Consider a hierarchy of resources (Gray et al. show later that the approach can generalize to any DAG) such as you might find in many systems. The example in the paper is a database made up of multiple areas, each containing files that in turn contain records – but any containment hierarchy will do. Each node in the hierarchy can be locked. Locking a node implicitly grants access to all of its descendants as well. An exclusive access lock (X) grants exclusive access, and a shared access lock (S) grants shared access.

How can this implicit locking be implemented? Suppose a resource R is locked (for example, in exclusive mode). We need to prevent anyone from taking a lock on any ancestor of R in the hierarchy (because this would also grant it implicit access to R, which would be a conflict). Furthermore, when we want to obtain the lock on R in the first place, we have no way of ensuring that no descendant (finer-grained) locks are held which would be in conflict with R (this would require an R-level lock, the very thing we are trying to obtain).

The solution is to introduce a third type of lock, an intention lock (I)…

The protocol to lock a subtree rooted at node R in exclusive or share mode is to lock all ancestors of R in intention mode, and to lock R in exclusive or share mode.

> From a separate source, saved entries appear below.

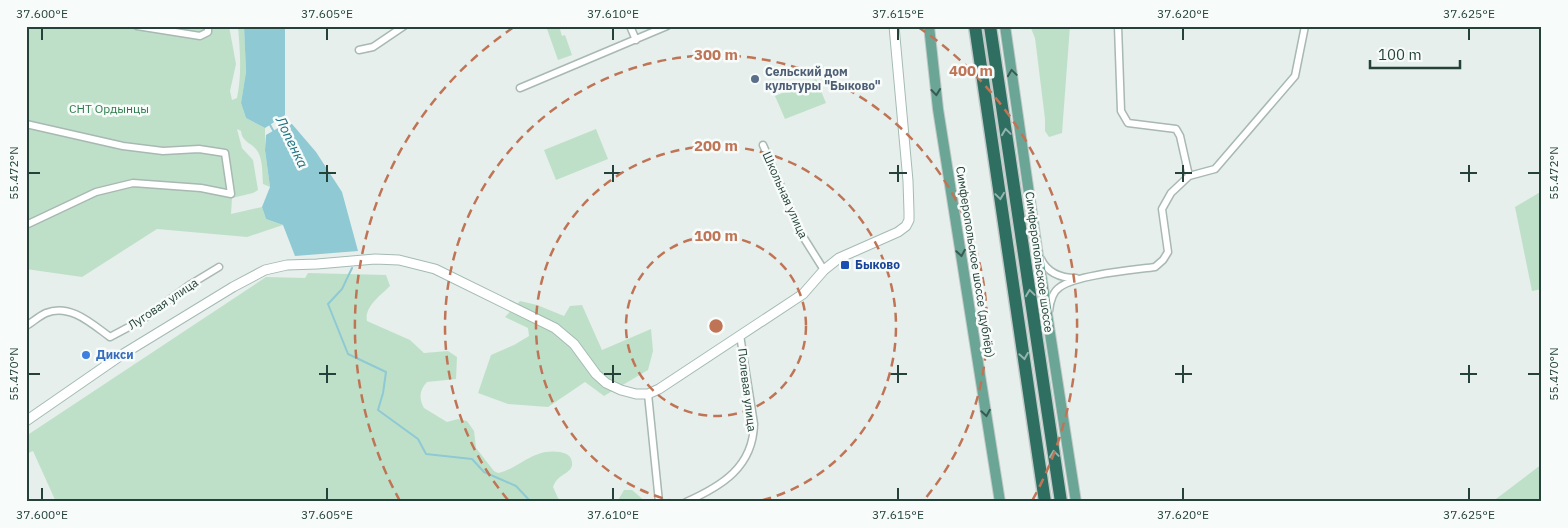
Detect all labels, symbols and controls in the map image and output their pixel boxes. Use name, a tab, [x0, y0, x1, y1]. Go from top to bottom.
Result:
text: 37.600°E	[16, 6, 68, 21]
text: 37.605°E	[301, 6, 353, 21]
text: 37.610°E	[587, 6, 639, 21]
text: 37.615°E	[872, 6, 924, 21]
text: 37.620°E	[1157, 6, 1209, 21]
text: 37.625°E	[1443, 6, 1495, 21]
scale bar	[1370, 38, 1460, 70]
text: 300 m	[694, 45, 738, 64]
text: 100 m	[1378, 45, 1422, 64]
text: 400 m	[949, 61, 993, 80]
place label: Сельский дом культуры "Быково"	[765, 64, 881, 93]
one-way arrow	[1007, 68, 1018, 76]
marker: Сельский дом культуры "Быково"	[749, 73, 761, 85]
one-way arrow	[930, 88, 941, 96]
park label: СНТ Ордынцы	[69, 101, 149, 116]
water label: Лопенка	[271, 112, 312, 171]
one-way arrow	[1001, 128, 1012, 136]
text: 200 m	[694, 136, 738, 155]
text: 55.472°N	[6, 146, 21, 200]
text: 55.472°N	[1546, 146, 1561, 200]
street label: Школьная улица	[760, 149, 812, 241]
street label: Симферопольское шоссе (дублёр)	[953, 165, 998, 359]
street label: Симферопольское шоссе	[1022, 191, 1057, 334]
one-way arrow	[994, 192, 1005, 200]
text: 100 m	[694, 226, 738, 245]
one-way arrow	[955, 248, 965, 257]
place label: Быково	[855, 257, 900, 272]
marker: Быково	[839, 259, 851, 271]
street label: Луговая улица	[125, 274, 201, 333]
one-way arrow	[1025, 288, 1035, 297]
centre of rings	[707, 317, 725, 335]
text: 55.470°N	[6, 347, 21, 401]
place label: Дикси	[96, 347, 134, 362]
street label: Полевая улица	[735, 347, 760, 433]
text: 55.470°N	[1546, 347, 1561, 401]
marker: Дикси	[80, 349, 92, 361]
one-way arrow	[1018, 352, 1028, 361]
one-way arrow	[980, 410, 991, 418]
one-way arrow	[1049, 449, 1059, 458]
text: 37.600°E	[16, 507, 68, 522]
text: 37.605°E	[301, 507, 353, 522]
text: 37.610°E	[587, 507, 639, 522]
text: 37.615°E	[872, 507, 924, 522]
text: 37.620°E	[1157, 507, 1209, 522]
text: 37.625°E	[1443, 507, 1495, 522]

There are two flavours of intention locks: intention share (IS) locks, and intention exclusive (IX) locks. Intention share mode only requests share or intention share locks at lower nodes in the tree, and thus is efficient for read-only access. An intention share lock on a node can be converted (promoted) to a share lock at a later time, but an intention exclusive lock cannot.

We recognize one further refinement of modes, namely share and intention exclusive mode (SIX). Suppose one transaction wants to read an entire subtree and to update particular nodes of that subtree. Using the modes provided so far it would have the options of: (a) requesting exclusive access to the root of the subtree and doing no further locking, or (b) requesting intention exclusive access to the root of the subtree and explicitly locking the lower nodes in intention, share, or exclusive mode. Alternative (a) has low concurrency. If only a small fraction of the read nodes are updated then alternative (b) has high locking overhead. The correct access mode would be to share access to the subtree thereby allowing the transaction to read all nodes of the subtree without further locking and intention exclusive access to the subtree thereby allowing the transaction to set exclusive locks on those nodes in the subtree which are to be updated and IX or SIX locks on the intervening nodes. Since this is such a common case, SIX mode is introduced for this purpose. It is compatible with IS mode since other transactions requesting IS mode will explicitly lock lower nodes in IS or S mode thereby avoiding any updates (IX or X mode) produced by the SIX mode transaction. However, SIX mode is not compatible with IX, S, SIX, or X mode requests.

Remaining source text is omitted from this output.